▶ **PROBLEM STATEMENT**
Pictures aside, quote the whole listing exactly.

START DATA BELOW

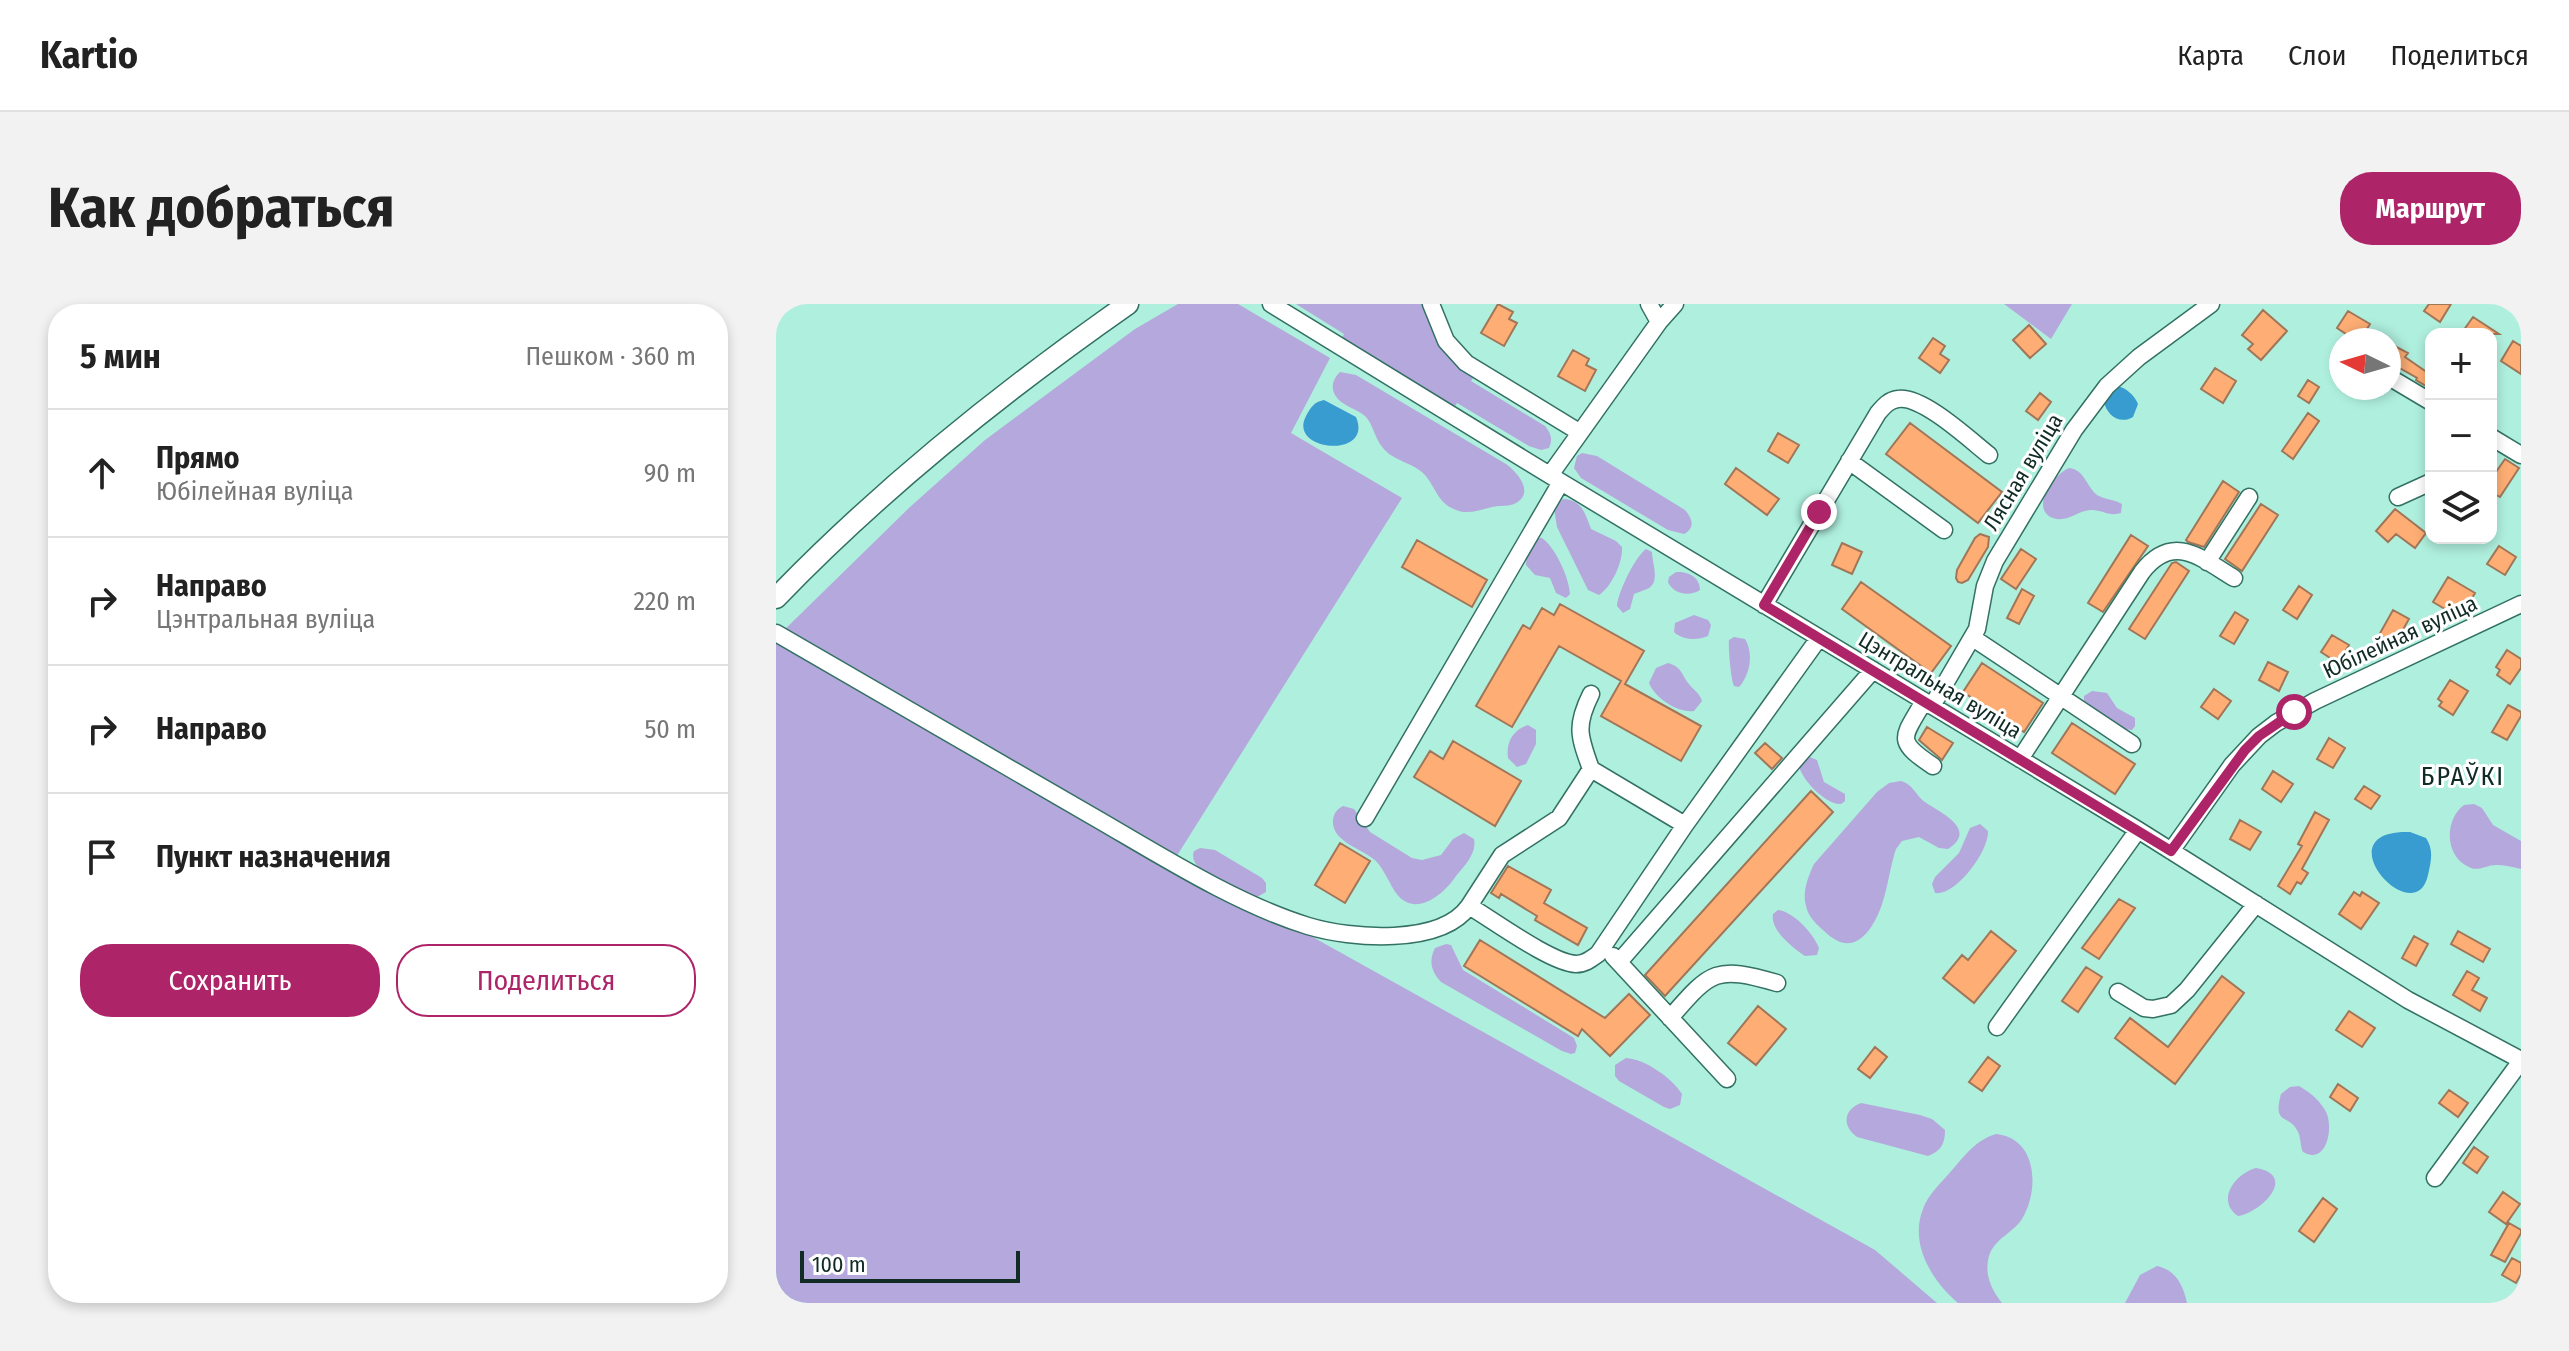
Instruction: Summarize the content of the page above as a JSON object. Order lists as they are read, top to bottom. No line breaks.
{"streets":{"street":["Лясная вуліца","Юбілейная вуліца","Цэнтральная вуліца"]},"crossings":[["Лясная вуліца","Цэнтральная вуліца"],["Юбілейная вуліца","Цэнтральная вуліца"]],"districts":["БРАЎКІ"],"scale_bar":"100 m","north":"left","page":{"header":"Kartio","nav":["Карта","Слои","Поделиться"],"buttons":["Маршрут",["Сохранить","Поделиться"]],"title":"Как добраться","heading":["5 мин","Пешком · 360 m"],"map_buttons":["+","−"],"list":[["Прямо","Юбілейная вуліца","90 m"],["Направо","Цэнтральная вуліца","220 m"],["Направо","50 m"],"Пункт назначения"],"scale":"100 m"}}
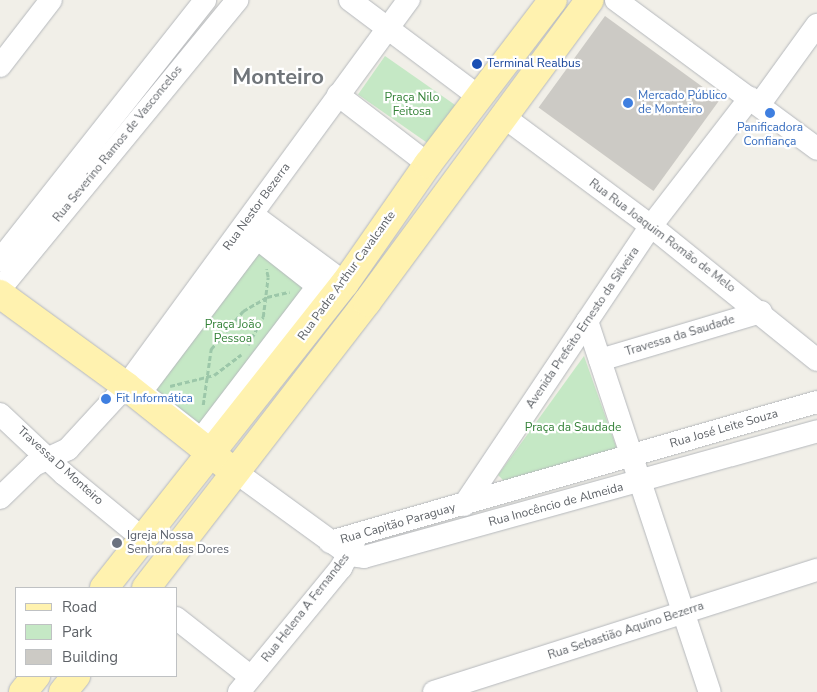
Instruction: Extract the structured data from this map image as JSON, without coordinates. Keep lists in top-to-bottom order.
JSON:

END DATA BELOW

▶ **EXERCISE RESPONSE**
Instruction: Summarize the content of the page above as a JSON object. Order lists as they are read, top to bottom. No line breaks.
{"streets":{"street":["Лясная вуліца","Юбілейная вуліца","Цэнтральная вуліца"]},"crossings":[["Лясная вуліца","Цэнтральная вуліца"],["Юбілейная вуліца","Цэнтральная вуліца"]],"districts":["БРАЎКІ"],"scale_bar":"100 m","north":"left","page":{"header":"Kartio","nav":["Карта","Слои","Поделиться"],"buttons":["Маршрут",["Сохранить","Поделиться"]],"title":"Как добраться","heading":["5 мин","Пешком · 360 m"],"map_buttons":["+","−"],"list":[["Прямо","Юбілейная вуліца","90 m"],["Направо","Цэнтральная вуліца","220 m"],["Направо","50 m"],"Пункт назначения"],"scale":"100 m"}}
Instruction: Extract the structured data from this map image as JSON, without coordinates. Keep lists in top-to-bottom order.
JSON:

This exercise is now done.